以前の記事「人事制度は変わる(前編)」「人事制度は変わる(後編)」で紹介したように
◇メンバーシップ型雇用から、必要な専門分野のエキスパートの中途採用や、事業展開に伴う専門知識・スキルのある若手人材のジョブ型雇用に変わり、人事制度設計もそれに合わせて変わっていかにければいけないこと。
◇また、若手社員に見られる昇給・昇格、出世することがキャリアにおける成功と言う価値観の減少。「自分らしく働きたい」と言う個人の価値観は多様化、昇給昇格・出世意欲の薄い社員達に十分に戦力になって活躍してもらうため必要なポストや賃金に変わる報酬をどうするのか。
◇そしてウィズコロナで今後益々増えるであろうテレワークと言う働き方を受けての、従来の勤務態度や時間などの管理、社内コミニュケーションによる業務の現状把握などをどのように変えていくのか。
これらを踏まえた新たな人事評価制度の設計、運用の上でのマネジメントが重要になってきています。
新しい管理職になる
現在管理職(者)の立場にある方の多くが、大小縦割り組織の中で役割を持ったセクションの長として活動されていると思いますが、メンバーシップ型で採用され、従来までの評価制度によって昇格されてきた方がほとんどではないでしょうか。

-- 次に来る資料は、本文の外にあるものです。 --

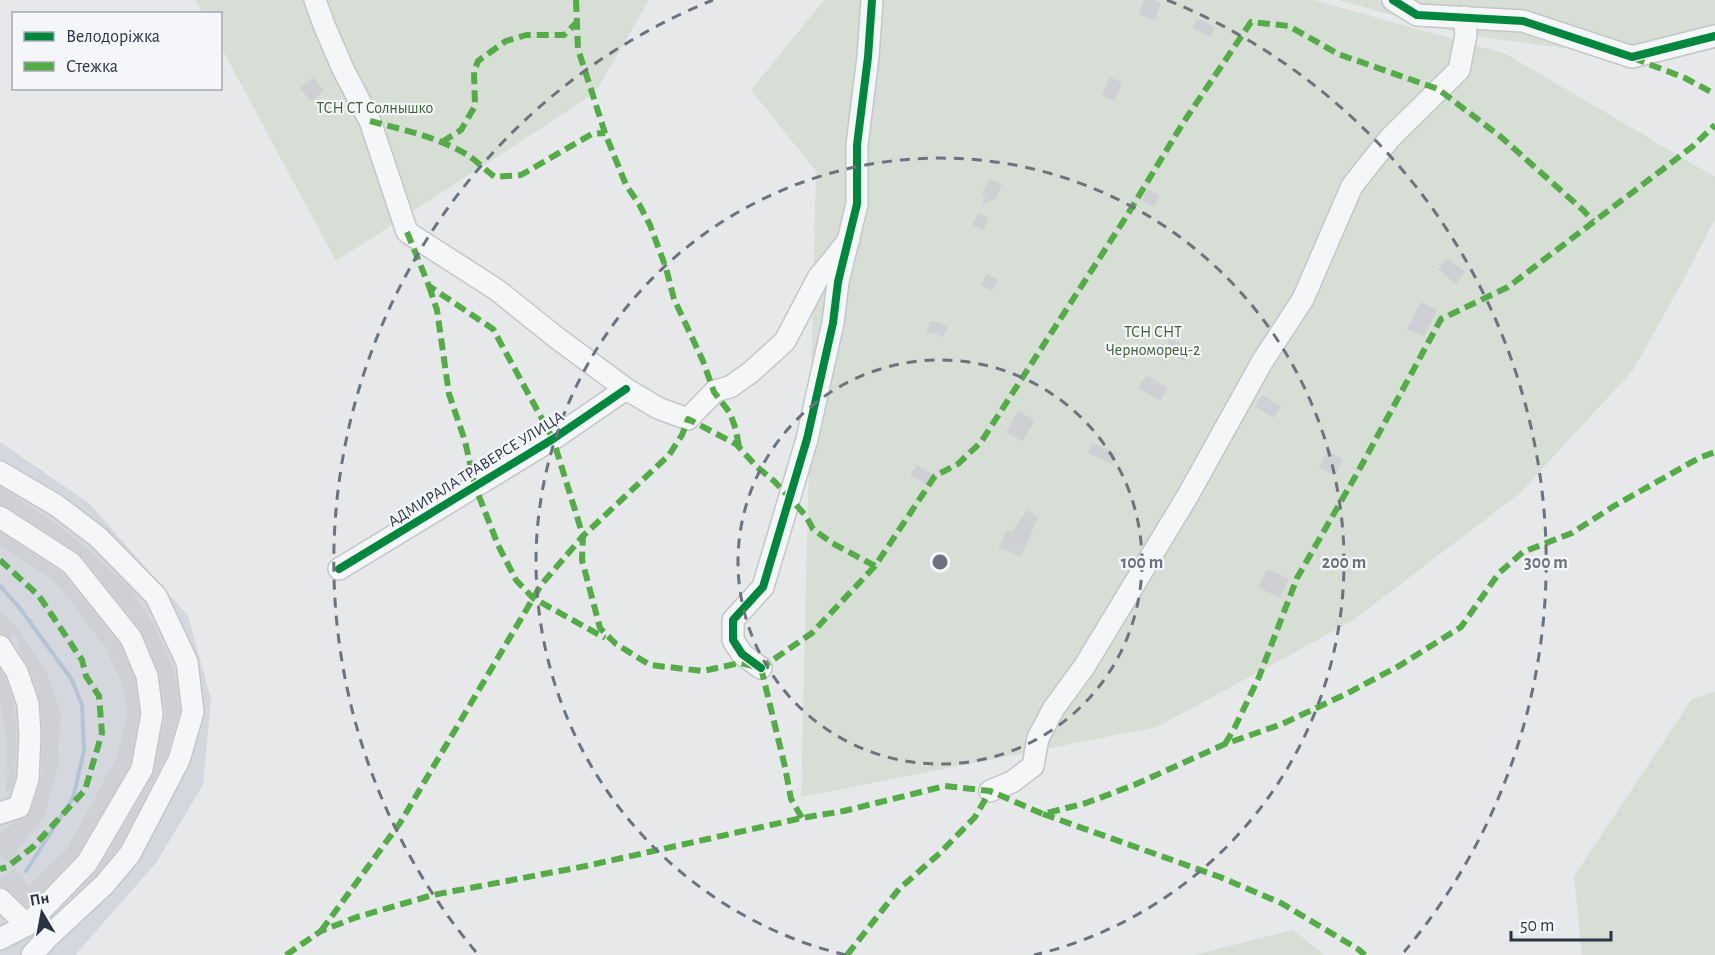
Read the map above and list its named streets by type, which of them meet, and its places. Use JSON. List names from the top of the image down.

また良くある「過去の自分の上司のマネジメントのやり方を踏襲」されている方も多いことでしょう。
しかしこれからは社会も企業もそして事業自体も、いち早い変化と市況に合わせた柔軟な対応力を求められることは薄々実感されているでしょう。
さらに現在は上記のように、専門職、エキスパート社員の増加、価値観が多様化している若手社員、そして出社、勤務の概念を変えるテレワークなどをまとめてマネジメントしていくことを求められます。
そもそも従来のマネジメントの様々な方法論や人事評価制度は、高度経済成長期、バブル経済、リーマンショックなどの昭和・平成の経営環境の変化を受け、先人たちがその都度時代に合わせて創り出してきたものであり、決して普遍的なものではありません。
ウィズコロナで変わるこれからの社会と経済に於いては、企業の構造改革も今回一度きりではなく、変わる環境に合わせ都度都度求められるでしょう。
そのような状況においては、事業や組織マネジメントと評価も常に変化し再考することが求められます。
「これからのマネジメントはどうすればいいか」
残念ながら明確なマニュアルはありません。
しかしだからと言って、悲観することはありません。
状況を見ながら、その時その時で一番ベストと思うマネジメントのやり方を考え続け、そして実践する。
当然、上手くいかないことも多々あるでしょう。
しかしそれがこれから求められるマネジメントの形であり、マネジメントのニューノーマルになるのではないでしょうか。
ちまたには、テレワーク、若手社員、専門職のマネジメントに関する参考情報も多く出てきています。
全てが正解と言うわけではありませんが、参考になるところは参考にして取り組んでいくことが肝要です。
変わる企業、新たな働き方には、新たな管理者像が必要です。
これから、時代に沿った新たなマネジメントを実践する管理職のニューノーマルが生まれていくと思います。